=== Data extracts ===
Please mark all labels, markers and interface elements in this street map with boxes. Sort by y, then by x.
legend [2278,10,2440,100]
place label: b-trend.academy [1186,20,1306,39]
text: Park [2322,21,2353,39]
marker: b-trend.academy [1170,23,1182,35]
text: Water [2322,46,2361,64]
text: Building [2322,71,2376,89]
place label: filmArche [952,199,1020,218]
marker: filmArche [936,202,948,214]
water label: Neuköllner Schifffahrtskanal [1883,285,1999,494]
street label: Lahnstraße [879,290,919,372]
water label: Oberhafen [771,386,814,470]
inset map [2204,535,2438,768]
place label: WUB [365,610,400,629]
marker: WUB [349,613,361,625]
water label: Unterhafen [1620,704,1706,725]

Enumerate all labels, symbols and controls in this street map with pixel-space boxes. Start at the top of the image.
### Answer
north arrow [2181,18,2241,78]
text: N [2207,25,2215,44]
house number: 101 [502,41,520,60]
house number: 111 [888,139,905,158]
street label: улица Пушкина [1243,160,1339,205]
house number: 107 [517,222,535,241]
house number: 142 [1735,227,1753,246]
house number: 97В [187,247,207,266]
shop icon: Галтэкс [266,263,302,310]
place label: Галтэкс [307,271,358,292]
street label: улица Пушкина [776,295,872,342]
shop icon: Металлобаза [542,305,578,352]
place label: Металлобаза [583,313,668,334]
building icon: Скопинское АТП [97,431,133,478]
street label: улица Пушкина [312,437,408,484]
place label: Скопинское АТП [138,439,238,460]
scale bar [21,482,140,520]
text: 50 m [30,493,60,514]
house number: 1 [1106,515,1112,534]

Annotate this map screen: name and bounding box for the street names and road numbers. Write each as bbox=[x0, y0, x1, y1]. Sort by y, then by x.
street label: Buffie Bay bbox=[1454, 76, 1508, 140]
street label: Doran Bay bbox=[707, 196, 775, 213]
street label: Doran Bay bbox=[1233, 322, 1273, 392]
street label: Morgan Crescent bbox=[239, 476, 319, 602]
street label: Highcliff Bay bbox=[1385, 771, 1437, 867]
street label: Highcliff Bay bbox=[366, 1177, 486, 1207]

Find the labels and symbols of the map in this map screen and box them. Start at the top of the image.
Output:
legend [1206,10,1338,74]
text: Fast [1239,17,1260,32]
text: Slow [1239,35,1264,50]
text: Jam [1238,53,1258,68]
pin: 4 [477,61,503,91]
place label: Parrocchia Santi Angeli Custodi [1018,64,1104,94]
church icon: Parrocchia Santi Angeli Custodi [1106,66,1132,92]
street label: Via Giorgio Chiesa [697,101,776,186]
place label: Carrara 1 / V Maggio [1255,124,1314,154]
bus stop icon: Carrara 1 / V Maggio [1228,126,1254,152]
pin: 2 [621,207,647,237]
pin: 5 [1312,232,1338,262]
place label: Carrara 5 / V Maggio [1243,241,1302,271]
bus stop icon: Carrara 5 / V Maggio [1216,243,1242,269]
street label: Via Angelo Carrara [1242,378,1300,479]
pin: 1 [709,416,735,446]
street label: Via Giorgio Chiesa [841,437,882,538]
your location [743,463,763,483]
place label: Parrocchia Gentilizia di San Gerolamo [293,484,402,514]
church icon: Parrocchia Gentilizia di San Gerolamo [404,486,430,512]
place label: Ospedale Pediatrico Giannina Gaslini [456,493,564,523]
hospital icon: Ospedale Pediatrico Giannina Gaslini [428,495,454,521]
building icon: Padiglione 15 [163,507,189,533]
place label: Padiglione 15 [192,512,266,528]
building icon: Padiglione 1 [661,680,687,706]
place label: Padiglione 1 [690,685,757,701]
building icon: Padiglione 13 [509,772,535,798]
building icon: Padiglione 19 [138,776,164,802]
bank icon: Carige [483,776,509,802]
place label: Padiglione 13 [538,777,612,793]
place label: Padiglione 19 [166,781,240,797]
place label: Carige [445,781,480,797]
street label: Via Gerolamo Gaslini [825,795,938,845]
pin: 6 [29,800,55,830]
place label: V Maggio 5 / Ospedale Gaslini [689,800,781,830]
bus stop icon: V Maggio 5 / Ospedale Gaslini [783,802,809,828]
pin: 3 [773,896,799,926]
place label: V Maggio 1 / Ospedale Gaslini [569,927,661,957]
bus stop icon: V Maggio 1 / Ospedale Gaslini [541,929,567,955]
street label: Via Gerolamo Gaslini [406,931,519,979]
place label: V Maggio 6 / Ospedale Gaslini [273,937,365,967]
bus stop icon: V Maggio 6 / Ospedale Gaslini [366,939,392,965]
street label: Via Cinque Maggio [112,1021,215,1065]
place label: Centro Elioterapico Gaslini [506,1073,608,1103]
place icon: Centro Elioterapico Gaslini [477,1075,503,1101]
===
Your objective:
Please give all of the entries again, exactly as written.

Exercise output:
Please mark all labels, markers and interface elements in this street map with boxes. Sort by y, then by x.
legend [2278,10,2440,100]
place label: b-trend.academy [1186,20,1306,39]
text: Park [2322,21,2353,39]
marker: b-trend.academy [1170,23,1182,35]
text: Water [2322,46,2361,64]
text: Building [2322,71,2376,89]
place label: filmArche [952,199,1020,218]
marker: filmArche [936,202,948,214]
water label: Neuköllner Schifffahrtskanal [1883,285,1999,494]
street label: Lahnstraße [879,290,919,372]
water label: Oberhafen [771,386,814,470]
inset map [2204,535,2438,768]
place label: WUB [365,610,400,629]
marker: WUB [349,613,361,625]
water label: Unterhafen [1620,704,1706,725]

Enumerate all labels, symbols and controls in this street map with pixel-space boxes. Start at the top of the image.
### Answer
north arrow [2181,18,2241,78]
text: N [2207,25,2215,44]
house number: 101 [502,41,520,60]
house number: 111 [888,139,905,158]
street label: улица Пушкина [1243,160,1339,205]
house number: 107 [517,222,535,241]
house number: 142 [1735,227,1753,246]
house number: 97В [187,247,207,266]
shop icon: Галтэкс [266,263,302,310]
place label: Галтэкс [307,271,358,292]
street label: улица Пушкина [776,295,872,342]
shop icon: Металлобаза [542,305,578,352]
place label: Металлобаза [583,313,668,334]
building icon: Скопинское АТП [97,431,133,478]
street label: улица Пушкина [312,437,408,484]
place label: Скопинское АТП [138,439,238,460]
scale bar [21,482,140,520]
text: 50 m [30,493,60,514]
house number: 1 [1106,515,1112,534]

Annotate this map screen: name and bounding box for the street names and road numbers. Write each as bbox=[x0, y0, x1, y1]. Sort by y, then by x.
street label: Buffie Bay bbox=[1454, 76, 1508, 140]
street label: Doran Bay bbox=[707, 196, 775, 213]
street label: Doran Bay bbox=[1233, 322, 1273, 392]
street label: Morgan Crescent bbox=[239, 476, 319, 602]
street label: Highcliff Bay bbox=[1385, 771, 1437, 867]
street label: Highcliff Bay bbox=[366, 1177, 486, 1207]

Find the labels and symbols of the map in this map screen and box them. Start at the top of the image.
Output:
legend [1206,10,1338,74]
text: Fast [1239,17,1260,32]
text: Slow [1239,35,1264,50]
text: Jam [1238,53,1258,68]
pin: 4 [477,61,503,91]
place label: Parrocchia Santi Angeli Custodi [1018,64,1104,94]
church icon: Parrocchia Santi Angeli Custodi [1106,66,1132,92]
street label: Via Giorgio Chiesa [697,101,776,186]
place label: Carrara 1 / V Maggio [1255,124,1314,154]
bus stop icon: Carrara 1 / V Maggio [1228,126,1254,152]
pin: 2 [621,207,647,237]
pin: 5 [1312,232,1338,262]
place label: Carrara 5 / V Maggio [1243,241,1302,271]
bus stop icon: Carrara 5 / V Maggio [1216,243,1242,269]
street label: Via Angelo Carrara [1242,378,1300,479]
pin: 1 [709,416,735,446]
street label: Via Giorgio Chiesa [841,437,882,538]
your location [743,463,763,483]
place label: Parrocchia Gentilizia di San Gerolamo [293,484,402,514]
church icon: Parrocchia Gentilizia di San Gerolamo [404,486,430,512]
place label: Ospedale Pediatrico Giannina Gaslini [456,493,564,523]
hospital icon: Ospedale Pediatrico Giannina Gaslini [428,495,454,521]
building icon: Padiglione 15 [163,507,189,533]
place label: Padiglione 15 [192,512,266,528]
building icon: Padiglione 1 [661,680,687,706]
place label: Padiglione 1 [690,685,757,701]
building icon: Padiglione 13 [509,772,535,798]
building icon: Padiglione 19 [138,776,164,802]
bank icon: Carige [483,776,509,802]
place label: Padiglione 13 [538,777,612,793]
place label: Padiglione 19 [166,781,240,797]
place label: Carige [445,781,480,797]
street label: Via Gerolamo Gaslini [825,795,938,845]
pin: 6 [29,800,55,830]
place label: V Maggio 5 / Ospedale Gaslini [689,800,781,830]
bus stop icon: V Maggio 5 / Ospedale Gaslini [783,802,809,828]
pin: 3 [773,896,799,926]
place label: V Maggio 1 / Ospedale Gaslini [569,927,661,957]
bus stop icon: V Maggio 1 / Ospedale Gaslini [541,929,567,955]
street label: Via Gerolamo Gaslini [406,931,519,979]
place label: V Maggio 6 / Ospedale Gaslini [273,937,365,967]
bus stop icon: V Maggio 6 / Ospedale Gaslini [366,939,392,965]
street label: Via Cinque Maggio [112,1021,215,1065]
place label: Centro Elioterapico Gaslini [506,1073,608,1103]
place icon: Centro Elioterapico Gaslini [477,1075,503,1101]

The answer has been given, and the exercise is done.